Your assignment
Please report, as a bare number, how many lines below include the string "West".

Start of Data extract

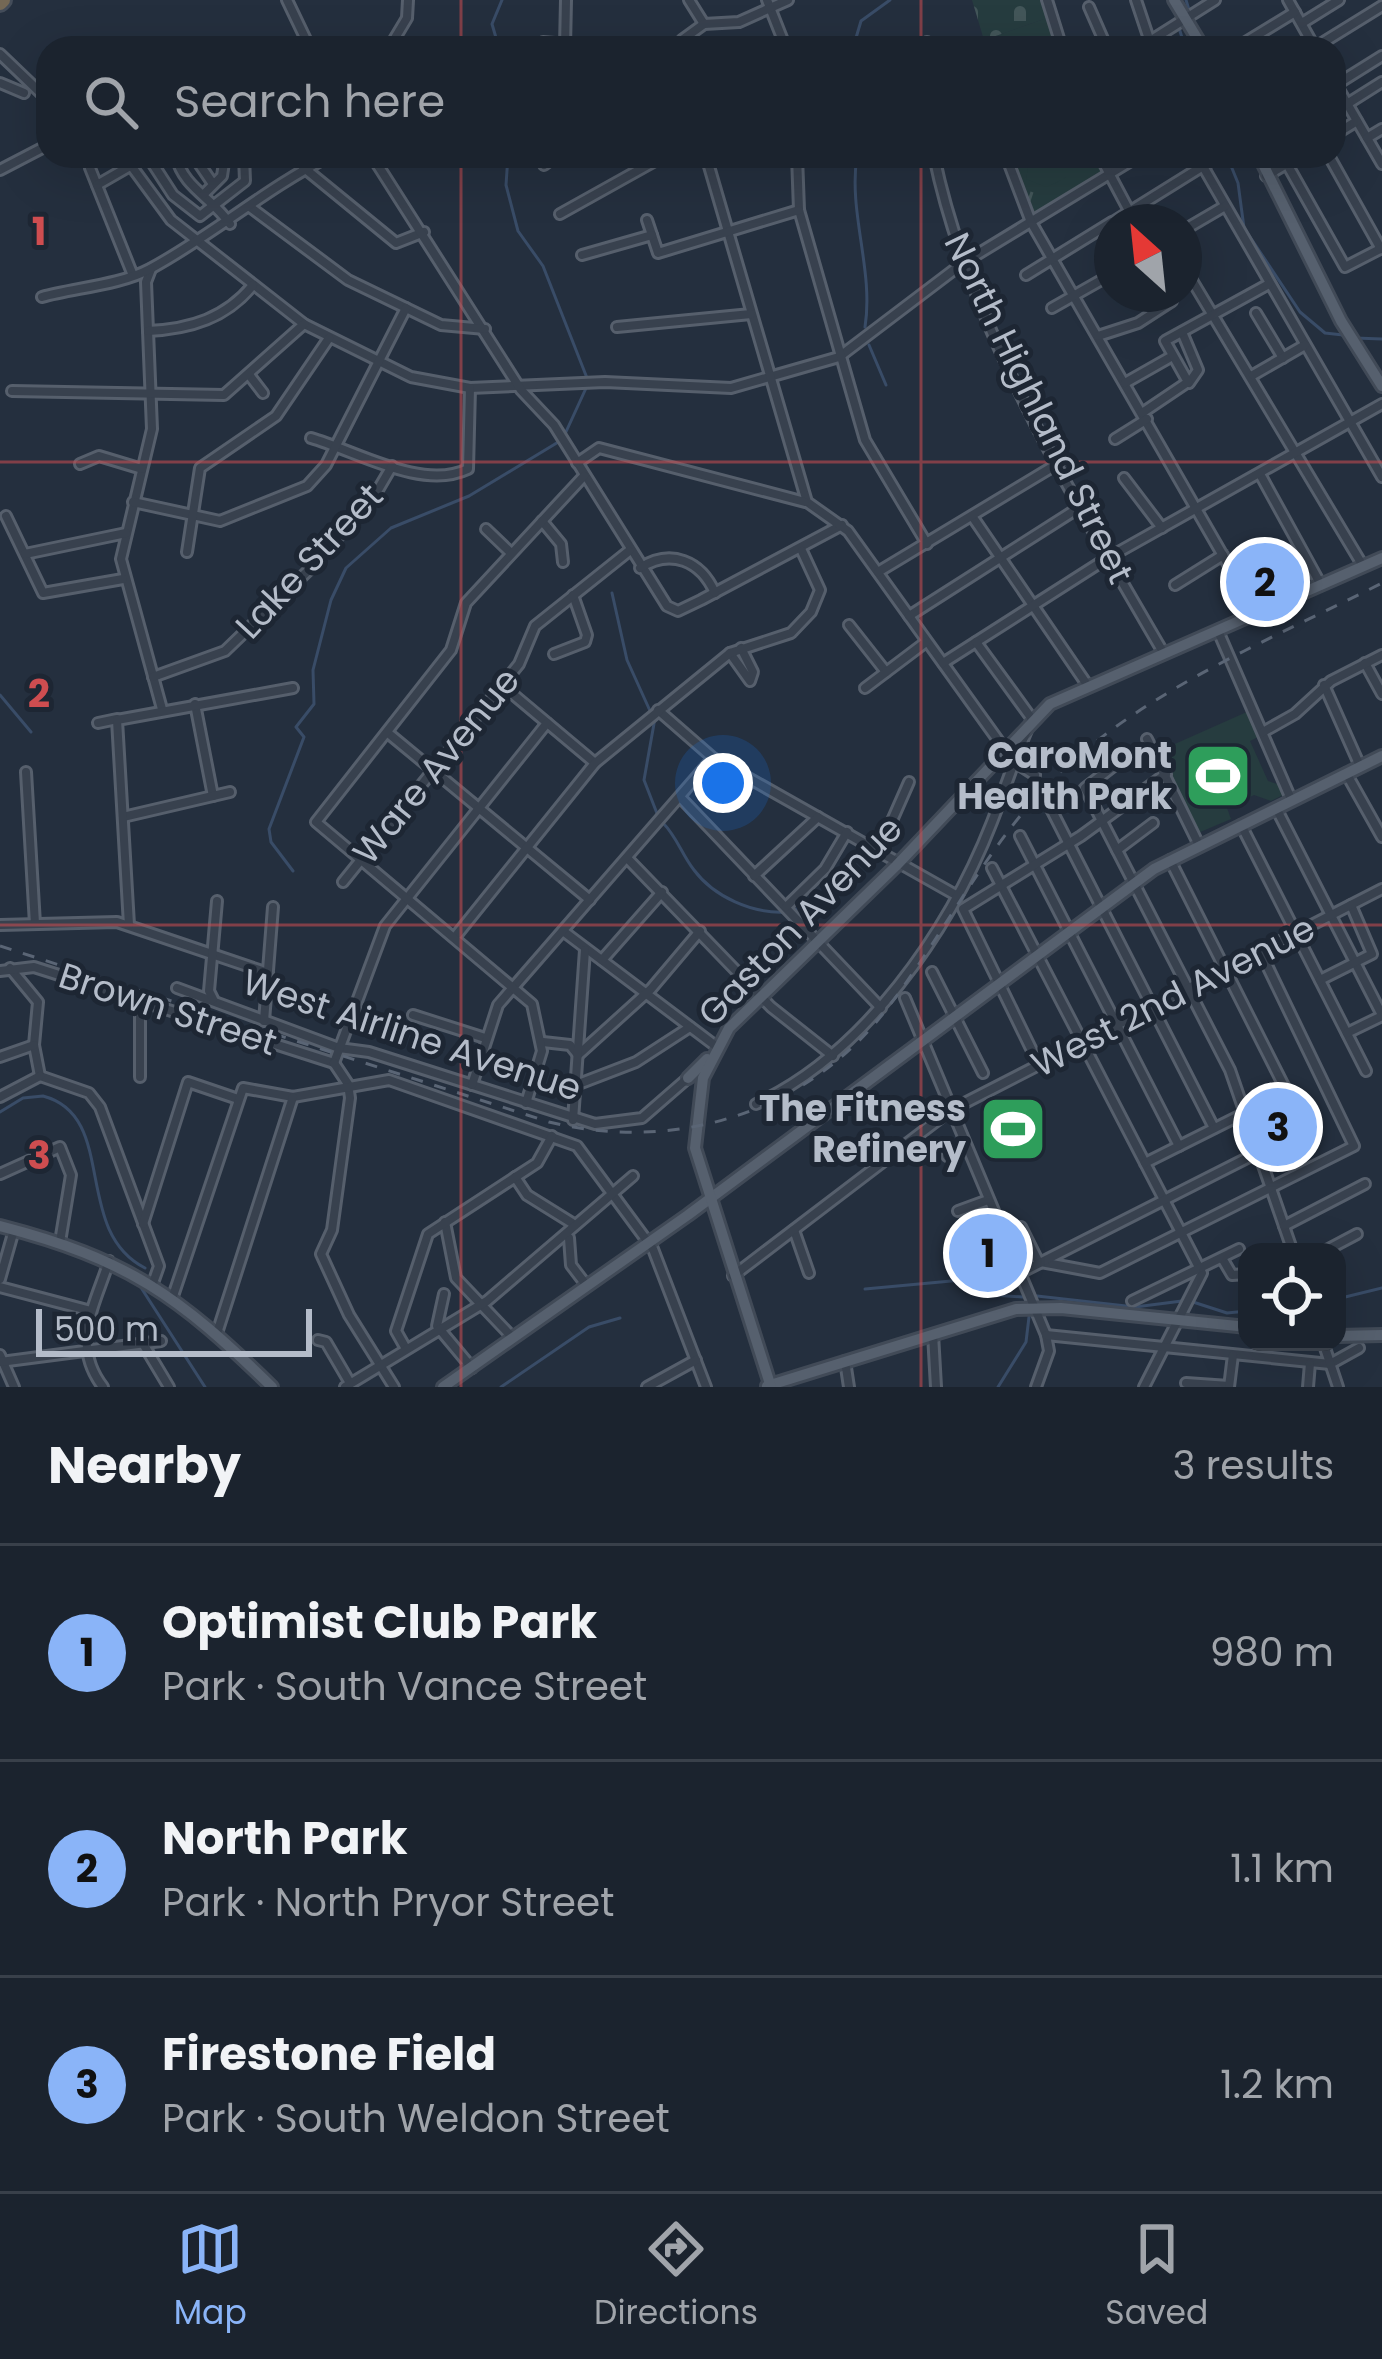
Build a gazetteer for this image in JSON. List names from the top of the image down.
{
  "streets": {
    "main road": ["Gaston Avenue"],
    "street": [
      "North Highland Street",
      "Lake Street",
      "Ware Avenue",
      "West 2nd Avenue",
      "Brown Street",
      "West Airline Avenue"
    ]
  },
  "crossings": [
    ["Gaston Avenue", "West 2nd Avenue"],
    ["Gaston Avenue", "West Airline Avenue"]
  ],
  "places": {
    "sports": ["CaroMont Health Park", "The Fitness Refinery"]
  },
  "scale_bar": "500 m",
  "north": "top left",
  "page": {
    "search": "Search here",
    "pins": ["2", "3", "1"],
    "scale": "500 m",
    "heading": ["Nearby", "3 results"],
    "list": [
      {
        "mark": "1",
        "name": "Optimist Club Park",
        "note": "Park · South Vance Street",
        "value": "980 m"
      },
      {
        "mark": "2",
        "name": "North Park",
        "note": "Park · North Pryor Street",
        "value": "1.1 km"
      },
      {
        "mark": "3",
        "name": "Firestone Field",
        "note": "Park · South Weldon Street",
        "value": "1.2 km"
      }
    ],
    "nav": ["Map", "Directions", "Saved"]
  },
  "grid": {
    "rows": ["1", "2", "3"]
  }
}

End of Data extract

Solution to the exercise
4